Chipping Away at RFRA
The immigration “deal” cooked up by the gang of eight Senators and the resulting bill is destined for attack from all sides, given the difficulty of reconciling the many different concerns and viewpoints involved. Very odd, then, to learn that the bill includes a range of special provisions favoring interest groups that have the ear of one or another of the eight Senators–as if the bill needed any additional causes for controversy.
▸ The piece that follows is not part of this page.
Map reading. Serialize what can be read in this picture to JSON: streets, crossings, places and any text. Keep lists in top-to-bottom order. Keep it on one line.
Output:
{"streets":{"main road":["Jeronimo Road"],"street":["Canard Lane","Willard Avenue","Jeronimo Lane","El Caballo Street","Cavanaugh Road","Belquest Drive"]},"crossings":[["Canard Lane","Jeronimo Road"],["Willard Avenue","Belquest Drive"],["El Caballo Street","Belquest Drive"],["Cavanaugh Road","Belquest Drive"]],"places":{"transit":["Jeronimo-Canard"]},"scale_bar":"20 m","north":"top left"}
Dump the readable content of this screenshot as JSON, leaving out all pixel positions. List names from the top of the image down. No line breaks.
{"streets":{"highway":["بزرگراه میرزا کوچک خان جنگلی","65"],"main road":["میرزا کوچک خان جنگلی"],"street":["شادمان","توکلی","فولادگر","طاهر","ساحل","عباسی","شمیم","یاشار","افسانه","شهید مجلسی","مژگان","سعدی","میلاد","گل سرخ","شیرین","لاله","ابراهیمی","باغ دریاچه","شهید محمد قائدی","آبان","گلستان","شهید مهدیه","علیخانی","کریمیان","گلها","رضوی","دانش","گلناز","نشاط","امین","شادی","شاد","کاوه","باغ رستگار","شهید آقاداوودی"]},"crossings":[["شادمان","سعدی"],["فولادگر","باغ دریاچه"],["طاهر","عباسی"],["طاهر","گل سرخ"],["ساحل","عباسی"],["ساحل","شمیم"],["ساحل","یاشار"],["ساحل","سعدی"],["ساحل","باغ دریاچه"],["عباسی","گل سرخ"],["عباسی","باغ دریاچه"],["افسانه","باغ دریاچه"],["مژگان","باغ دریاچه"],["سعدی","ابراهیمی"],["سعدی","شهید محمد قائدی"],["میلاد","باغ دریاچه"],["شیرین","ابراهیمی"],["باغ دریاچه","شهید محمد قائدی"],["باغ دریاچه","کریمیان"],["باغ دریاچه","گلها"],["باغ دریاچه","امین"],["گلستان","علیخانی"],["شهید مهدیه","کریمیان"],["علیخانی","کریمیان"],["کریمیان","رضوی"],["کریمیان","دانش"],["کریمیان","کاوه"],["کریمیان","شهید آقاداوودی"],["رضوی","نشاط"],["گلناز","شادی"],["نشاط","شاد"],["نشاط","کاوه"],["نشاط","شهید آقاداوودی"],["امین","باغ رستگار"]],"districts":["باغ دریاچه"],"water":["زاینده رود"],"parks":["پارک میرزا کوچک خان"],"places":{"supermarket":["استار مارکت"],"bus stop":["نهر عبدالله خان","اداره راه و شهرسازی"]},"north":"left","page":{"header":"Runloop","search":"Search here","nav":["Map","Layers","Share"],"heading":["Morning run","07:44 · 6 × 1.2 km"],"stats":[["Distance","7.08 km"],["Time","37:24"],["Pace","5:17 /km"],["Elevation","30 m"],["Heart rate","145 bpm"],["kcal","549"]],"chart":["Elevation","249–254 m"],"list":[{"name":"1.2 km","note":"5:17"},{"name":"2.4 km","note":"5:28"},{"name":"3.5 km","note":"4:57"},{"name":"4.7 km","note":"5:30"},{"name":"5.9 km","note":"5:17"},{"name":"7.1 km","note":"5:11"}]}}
And odder still to see in the bill an apparent attack on the Religious Freedom Restoration Act, the law passed nearly unanimously in 1993 to restore a high standard of protection for religious exercise in the context of federal policy. In a section on tightening border security, the bill authorizes the Secretary of Homeland Security “to waive all legal requirements” that the Secretary thinks might stand in the way of “expeditious construction” of border barriers needed to throttle illegal immigration. RFRA is presumably a “legal requirement” that could be set aside for the sake of quickly building new border fences or other barriers.
This isn’t what the Senators meant? Perhaps not, but recent Congresses have witnessed a series of efforts to confine the jurisdiction of RFRA in the name of strengthening border security, preserving military discipline with regard to uniforms, rooting out fraudulent funeral practices, and eliminating supposed wrongful job discrimination in federal drug treatment programs (by taking away the religious hiring freedom of faith-based grantees).
Whatever else happens to the bill, it ought to be rewritten to clarify that it does not authorize any undermining of the Religious Freedom Restoration Act.
(Thanks to Galey Cary, VP for government relations, National Association of Evangelicals, for his sharp eyes.)